(Collected data)
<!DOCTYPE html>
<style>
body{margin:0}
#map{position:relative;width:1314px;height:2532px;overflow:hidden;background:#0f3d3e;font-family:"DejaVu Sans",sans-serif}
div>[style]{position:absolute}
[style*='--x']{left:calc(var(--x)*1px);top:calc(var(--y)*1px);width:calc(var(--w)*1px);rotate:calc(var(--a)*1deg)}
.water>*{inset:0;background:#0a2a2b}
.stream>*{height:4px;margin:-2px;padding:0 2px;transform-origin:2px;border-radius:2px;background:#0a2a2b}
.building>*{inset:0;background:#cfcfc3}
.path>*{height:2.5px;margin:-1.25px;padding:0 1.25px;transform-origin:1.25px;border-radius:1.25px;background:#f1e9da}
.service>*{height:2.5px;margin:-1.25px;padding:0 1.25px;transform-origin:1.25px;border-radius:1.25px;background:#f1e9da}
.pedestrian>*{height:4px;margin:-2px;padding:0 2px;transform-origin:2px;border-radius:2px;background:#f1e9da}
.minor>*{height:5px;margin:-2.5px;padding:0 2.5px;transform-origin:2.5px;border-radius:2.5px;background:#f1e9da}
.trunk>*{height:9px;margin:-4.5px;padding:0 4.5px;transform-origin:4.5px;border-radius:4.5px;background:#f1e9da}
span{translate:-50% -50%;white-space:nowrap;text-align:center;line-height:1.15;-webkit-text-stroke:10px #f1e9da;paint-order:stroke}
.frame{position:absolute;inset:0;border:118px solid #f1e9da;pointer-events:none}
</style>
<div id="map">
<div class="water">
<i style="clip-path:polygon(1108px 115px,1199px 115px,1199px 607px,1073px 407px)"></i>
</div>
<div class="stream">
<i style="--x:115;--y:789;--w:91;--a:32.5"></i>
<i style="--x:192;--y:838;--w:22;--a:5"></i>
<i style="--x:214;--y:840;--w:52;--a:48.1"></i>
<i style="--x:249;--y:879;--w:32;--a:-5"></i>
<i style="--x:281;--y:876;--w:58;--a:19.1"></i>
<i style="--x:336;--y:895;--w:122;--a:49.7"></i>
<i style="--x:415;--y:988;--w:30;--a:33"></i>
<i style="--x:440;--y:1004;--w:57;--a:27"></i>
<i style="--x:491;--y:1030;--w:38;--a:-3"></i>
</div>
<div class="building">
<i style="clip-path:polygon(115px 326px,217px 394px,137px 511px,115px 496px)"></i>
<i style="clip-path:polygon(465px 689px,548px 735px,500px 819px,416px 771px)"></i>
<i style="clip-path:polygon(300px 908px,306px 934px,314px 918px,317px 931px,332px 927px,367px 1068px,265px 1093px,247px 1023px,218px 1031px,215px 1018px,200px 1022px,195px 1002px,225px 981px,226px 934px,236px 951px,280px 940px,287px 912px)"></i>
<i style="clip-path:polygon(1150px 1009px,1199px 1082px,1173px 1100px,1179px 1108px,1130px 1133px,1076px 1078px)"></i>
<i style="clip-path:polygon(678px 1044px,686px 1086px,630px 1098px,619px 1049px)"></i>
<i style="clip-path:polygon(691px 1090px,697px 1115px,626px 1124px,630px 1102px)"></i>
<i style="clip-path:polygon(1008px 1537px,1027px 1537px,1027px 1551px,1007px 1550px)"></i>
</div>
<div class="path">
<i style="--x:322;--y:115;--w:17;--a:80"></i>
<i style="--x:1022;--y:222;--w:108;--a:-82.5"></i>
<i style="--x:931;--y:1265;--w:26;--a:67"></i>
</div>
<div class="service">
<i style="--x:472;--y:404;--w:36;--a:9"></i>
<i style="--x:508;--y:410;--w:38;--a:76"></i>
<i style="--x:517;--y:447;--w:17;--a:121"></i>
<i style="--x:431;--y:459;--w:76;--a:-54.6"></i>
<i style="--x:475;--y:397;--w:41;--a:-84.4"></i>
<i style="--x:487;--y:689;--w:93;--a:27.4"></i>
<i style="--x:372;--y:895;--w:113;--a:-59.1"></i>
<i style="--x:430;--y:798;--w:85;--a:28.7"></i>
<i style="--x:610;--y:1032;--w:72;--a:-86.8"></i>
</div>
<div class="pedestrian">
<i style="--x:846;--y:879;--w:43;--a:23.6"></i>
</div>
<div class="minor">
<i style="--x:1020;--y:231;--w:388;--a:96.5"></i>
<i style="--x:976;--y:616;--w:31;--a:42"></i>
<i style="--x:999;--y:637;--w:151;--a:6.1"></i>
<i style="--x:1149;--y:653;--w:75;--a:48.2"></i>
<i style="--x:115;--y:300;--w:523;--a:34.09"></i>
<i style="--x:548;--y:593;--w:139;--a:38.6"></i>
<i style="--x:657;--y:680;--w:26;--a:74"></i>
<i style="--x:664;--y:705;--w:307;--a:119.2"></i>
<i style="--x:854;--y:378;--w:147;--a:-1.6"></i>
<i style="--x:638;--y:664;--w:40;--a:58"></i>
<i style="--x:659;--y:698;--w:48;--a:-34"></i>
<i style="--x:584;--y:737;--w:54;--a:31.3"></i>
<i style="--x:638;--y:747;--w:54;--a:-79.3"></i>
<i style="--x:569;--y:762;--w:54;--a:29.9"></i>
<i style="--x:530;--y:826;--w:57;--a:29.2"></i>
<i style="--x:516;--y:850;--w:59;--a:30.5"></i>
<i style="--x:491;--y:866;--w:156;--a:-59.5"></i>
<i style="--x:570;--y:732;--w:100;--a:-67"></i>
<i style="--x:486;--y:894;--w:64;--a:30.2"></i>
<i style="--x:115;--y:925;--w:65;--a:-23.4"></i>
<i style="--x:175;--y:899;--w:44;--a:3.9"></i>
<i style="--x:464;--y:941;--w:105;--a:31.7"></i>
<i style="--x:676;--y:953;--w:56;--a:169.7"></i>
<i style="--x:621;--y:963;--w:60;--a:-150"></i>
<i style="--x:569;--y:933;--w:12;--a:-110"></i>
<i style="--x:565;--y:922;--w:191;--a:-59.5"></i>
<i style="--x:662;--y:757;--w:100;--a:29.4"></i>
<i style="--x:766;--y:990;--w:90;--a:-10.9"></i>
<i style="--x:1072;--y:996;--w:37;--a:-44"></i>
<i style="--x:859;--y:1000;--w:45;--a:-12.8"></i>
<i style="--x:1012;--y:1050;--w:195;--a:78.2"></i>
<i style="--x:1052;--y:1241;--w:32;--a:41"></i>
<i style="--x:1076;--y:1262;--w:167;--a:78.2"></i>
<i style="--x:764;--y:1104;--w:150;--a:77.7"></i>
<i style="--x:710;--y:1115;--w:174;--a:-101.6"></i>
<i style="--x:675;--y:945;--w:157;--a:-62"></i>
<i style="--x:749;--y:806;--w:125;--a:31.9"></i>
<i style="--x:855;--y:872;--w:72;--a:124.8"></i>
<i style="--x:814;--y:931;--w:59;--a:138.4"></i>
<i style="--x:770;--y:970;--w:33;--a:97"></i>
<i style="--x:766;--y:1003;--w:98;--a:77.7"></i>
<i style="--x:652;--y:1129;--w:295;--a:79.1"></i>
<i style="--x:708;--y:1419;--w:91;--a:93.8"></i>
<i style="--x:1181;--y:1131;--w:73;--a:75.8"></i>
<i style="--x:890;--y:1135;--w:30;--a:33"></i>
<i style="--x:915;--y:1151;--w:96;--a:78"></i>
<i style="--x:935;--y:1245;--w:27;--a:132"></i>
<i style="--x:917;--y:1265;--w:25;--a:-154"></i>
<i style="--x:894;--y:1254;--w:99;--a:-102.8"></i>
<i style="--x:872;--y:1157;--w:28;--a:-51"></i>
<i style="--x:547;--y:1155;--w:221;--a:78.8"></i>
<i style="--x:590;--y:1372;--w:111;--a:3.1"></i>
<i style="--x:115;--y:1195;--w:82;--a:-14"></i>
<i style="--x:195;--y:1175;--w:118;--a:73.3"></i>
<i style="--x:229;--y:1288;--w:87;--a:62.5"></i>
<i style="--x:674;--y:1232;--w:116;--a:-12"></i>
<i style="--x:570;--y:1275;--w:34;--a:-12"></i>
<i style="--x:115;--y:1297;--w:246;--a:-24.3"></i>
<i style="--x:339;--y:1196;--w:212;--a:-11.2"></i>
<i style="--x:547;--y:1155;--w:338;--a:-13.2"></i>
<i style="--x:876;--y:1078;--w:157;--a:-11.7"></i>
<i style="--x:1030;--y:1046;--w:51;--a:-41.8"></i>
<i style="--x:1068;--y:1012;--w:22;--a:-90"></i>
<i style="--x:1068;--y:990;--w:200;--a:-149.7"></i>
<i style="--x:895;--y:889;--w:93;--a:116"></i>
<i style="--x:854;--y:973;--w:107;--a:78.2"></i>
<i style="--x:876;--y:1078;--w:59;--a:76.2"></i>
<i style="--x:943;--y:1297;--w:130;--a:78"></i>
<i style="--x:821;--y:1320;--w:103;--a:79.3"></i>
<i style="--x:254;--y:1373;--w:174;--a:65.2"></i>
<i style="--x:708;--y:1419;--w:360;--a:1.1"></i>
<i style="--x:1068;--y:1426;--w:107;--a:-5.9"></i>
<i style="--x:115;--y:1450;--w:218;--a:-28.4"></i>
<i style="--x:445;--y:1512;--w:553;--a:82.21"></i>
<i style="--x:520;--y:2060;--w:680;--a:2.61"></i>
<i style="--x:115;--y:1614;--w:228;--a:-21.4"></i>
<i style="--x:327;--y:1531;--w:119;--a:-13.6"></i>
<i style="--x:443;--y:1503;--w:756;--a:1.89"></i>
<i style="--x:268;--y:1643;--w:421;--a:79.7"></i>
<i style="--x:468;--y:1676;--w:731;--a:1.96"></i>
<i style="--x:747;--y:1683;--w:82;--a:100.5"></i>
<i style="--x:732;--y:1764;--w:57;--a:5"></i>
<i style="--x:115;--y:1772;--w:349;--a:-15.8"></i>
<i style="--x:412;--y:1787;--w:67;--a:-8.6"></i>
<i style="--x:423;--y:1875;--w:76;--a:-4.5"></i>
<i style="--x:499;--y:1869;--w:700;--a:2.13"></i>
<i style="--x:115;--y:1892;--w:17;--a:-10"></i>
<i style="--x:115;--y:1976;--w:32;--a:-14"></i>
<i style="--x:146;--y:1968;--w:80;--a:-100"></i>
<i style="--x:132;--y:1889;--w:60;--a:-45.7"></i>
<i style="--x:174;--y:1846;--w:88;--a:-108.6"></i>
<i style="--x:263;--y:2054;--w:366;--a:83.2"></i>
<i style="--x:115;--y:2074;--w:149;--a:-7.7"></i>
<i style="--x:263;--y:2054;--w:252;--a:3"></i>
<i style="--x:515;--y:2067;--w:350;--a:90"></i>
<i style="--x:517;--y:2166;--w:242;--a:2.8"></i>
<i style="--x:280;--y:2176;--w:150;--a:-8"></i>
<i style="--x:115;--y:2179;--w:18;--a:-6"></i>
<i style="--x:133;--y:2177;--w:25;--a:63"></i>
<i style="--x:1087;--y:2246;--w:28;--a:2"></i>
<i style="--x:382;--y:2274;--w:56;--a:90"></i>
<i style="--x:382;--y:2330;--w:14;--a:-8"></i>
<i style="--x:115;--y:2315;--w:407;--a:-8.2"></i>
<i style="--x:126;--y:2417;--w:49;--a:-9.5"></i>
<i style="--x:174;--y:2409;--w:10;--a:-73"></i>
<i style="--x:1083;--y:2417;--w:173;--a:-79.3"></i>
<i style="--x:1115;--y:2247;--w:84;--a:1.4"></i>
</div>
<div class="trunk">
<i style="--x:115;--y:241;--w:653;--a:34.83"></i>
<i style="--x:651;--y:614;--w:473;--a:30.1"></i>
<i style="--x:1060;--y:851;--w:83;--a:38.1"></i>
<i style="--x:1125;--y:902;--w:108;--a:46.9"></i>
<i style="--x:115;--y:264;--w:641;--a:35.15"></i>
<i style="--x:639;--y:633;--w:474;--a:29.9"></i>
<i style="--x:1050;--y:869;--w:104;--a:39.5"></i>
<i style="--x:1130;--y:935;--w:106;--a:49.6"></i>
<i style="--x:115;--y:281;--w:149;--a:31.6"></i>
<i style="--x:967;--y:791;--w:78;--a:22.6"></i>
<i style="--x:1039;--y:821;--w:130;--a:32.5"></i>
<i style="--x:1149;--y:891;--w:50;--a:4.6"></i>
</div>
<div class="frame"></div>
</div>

...

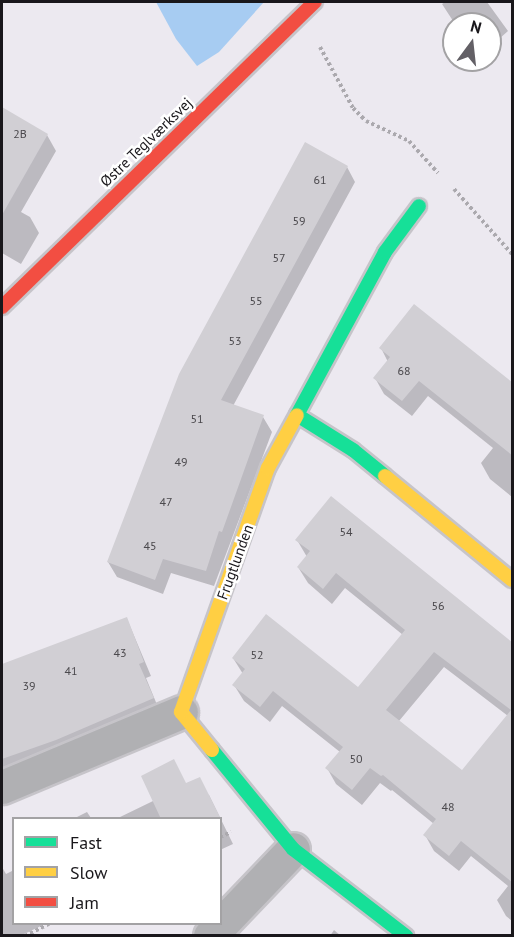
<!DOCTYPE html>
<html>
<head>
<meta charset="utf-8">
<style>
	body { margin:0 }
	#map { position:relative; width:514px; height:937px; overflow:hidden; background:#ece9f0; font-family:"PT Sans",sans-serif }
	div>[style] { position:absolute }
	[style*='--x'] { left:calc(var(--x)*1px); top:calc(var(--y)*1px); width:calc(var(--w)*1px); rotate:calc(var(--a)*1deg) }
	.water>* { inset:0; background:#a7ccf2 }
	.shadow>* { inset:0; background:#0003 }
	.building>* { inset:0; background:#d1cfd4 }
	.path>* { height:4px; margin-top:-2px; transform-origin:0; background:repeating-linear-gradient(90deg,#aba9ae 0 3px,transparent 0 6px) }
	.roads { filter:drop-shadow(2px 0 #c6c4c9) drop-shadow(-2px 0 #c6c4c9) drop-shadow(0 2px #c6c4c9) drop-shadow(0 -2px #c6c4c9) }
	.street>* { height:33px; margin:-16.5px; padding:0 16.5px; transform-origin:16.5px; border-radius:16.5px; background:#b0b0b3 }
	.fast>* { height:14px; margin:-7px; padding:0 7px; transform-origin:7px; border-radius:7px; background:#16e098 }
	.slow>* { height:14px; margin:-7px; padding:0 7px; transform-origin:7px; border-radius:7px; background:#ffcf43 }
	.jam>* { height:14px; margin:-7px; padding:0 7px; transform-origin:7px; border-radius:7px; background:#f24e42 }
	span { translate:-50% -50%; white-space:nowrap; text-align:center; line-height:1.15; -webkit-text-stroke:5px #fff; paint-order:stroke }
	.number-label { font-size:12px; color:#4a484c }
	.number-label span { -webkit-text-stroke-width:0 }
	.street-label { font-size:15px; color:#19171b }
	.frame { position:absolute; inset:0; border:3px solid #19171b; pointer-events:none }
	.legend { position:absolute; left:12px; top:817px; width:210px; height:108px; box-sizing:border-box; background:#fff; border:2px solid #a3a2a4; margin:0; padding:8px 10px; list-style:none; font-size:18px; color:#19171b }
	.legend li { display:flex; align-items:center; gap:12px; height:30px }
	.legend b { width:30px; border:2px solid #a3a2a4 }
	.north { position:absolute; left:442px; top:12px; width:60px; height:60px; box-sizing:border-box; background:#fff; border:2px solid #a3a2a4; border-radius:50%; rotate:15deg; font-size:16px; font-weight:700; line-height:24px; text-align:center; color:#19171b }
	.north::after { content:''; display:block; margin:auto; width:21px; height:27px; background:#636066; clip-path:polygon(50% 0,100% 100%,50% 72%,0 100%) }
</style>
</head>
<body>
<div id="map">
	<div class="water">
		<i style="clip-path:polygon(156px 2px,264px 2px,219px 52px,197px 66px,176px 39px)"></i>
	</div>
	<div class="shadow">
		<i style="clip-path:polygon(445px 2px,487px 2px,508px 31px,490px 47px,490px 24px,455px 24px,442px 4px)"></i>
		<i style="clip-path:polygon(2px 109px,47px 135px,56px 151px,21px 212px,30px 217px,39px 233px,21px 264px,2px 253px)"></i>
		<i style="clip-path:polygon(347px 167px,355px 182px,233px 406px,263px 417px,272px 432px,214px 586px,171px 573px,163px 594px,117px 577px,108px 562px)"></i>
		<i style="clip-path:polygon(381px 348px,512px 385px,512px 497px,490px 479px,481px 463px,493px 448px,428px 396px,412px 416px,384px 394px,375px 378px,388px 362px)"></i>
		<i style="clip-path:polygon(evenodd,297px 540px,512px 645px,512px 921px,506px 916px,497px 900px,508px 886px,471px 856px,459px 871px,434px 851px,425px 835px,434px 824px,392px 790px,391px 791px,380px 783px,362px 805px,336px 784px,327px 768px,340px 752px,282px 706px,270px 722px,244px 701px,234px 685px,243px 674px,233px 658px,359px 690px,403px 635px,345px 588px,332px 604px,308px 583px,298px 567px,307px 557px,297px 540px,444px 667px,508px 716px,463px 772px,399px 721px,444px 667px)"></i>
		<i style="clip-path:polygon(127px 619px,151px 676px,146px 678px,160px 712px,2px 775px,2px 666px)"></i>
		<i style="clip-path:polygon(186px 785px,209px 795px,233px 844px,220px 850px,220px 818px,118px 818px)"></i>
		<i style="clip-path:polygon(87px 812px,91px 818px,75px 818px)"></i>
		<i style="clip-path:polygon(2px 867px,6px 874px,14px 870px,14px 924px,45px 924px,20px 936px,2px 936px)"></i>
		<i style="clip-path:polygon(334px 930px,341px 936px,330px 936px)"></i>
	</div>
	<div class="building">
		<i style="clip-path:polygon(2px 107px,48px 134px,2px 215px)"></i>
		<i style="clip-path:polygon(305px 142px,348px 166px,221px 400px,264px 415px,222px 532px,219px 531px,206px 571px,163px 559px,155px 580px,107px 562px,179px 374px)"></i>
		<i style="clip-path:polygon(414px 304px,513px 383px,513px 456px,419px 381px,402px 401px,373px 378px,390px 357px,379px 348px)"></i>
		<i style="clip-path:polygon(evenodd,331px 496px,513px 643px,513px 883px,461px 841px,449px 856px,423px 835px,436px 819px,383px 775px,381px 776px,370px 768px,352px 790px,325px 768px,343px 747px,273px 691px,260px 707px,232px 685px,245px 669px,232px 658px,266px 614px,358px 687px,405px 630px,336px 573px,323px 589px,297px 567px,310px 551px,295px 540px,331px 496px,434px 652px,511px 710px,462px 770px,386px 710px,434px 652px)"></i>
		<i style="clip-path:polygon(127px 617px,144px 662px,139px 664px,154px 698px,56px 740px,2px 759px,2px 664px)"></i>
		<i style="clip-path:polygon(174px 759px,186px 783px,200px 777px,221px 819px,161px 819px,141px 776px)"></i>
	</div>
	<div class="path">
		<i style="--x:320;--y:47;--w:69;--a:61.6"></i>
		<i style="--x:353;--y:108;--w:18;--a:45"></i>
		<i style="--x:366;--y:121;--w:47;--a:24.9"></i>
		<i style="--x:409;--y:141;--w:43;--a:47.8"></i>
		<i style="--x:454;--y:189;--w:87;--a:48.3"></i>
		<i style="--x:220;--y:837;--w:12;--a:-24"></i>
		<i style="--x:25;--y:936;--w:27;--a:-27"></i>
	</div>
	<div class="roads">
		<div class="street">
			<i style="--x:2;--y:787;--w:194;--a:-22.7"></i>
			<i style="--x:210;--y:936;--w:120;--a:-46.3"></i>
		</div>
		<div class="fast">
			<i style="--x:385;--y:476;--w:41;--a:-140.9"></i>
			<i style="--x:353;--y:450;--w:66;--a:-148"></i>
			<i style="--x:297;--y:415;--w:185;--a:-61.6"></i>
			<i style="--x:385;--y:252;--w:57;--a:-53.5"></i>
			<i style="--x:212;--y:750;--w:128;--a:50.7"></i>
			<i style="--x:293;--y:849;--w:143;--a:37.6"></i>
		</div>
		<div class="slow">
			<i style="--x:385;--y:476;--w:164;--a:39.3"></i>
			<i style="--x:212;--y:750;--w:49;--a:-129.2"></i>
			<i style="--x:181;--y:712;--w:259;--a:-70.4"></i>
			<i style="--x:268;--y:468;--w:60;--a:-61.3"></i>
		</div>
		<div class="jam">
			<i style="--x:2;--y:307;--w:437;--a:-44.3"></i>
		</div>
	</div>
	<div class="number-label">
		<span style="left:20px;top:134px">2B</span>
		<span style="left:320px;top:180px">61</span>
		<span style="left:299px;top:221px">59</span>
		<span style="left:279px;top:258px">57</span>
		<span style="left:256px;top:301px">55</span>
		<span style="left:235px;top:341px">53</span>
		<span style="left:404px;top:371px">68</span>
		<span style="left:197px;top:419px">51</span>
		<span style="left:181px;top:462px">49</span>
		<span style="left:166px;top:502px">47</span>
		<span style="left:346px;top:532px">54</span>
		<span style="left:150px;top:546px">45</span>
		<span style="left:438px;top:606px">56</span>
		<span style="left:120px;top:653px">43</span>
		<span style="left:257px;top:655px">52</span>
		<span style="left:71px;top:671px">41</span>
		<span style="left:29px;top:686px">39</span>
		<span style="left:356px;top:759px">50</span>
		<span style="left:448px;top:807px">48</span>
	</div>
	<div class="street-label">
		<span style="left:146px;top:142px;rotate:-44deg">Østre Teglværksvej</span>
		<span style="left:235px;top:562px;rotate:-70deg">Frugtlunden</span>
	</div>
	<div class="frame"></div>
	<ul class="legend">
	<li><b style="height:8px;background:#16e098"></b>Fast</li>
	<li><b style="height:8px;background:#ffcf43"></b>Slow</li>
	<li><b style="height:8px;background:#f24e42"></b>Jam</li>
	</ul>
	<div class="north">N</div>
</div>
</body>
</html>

**AIM OF THE TASK**
Locate and copy each line in the data above that includes the word "number".

**FINAL ANSWER**
	.number-label { font-size:12px; color:#4a484c }
	.number-label span { -webkit-text-stroke-width:0 }
	<div class="number-label">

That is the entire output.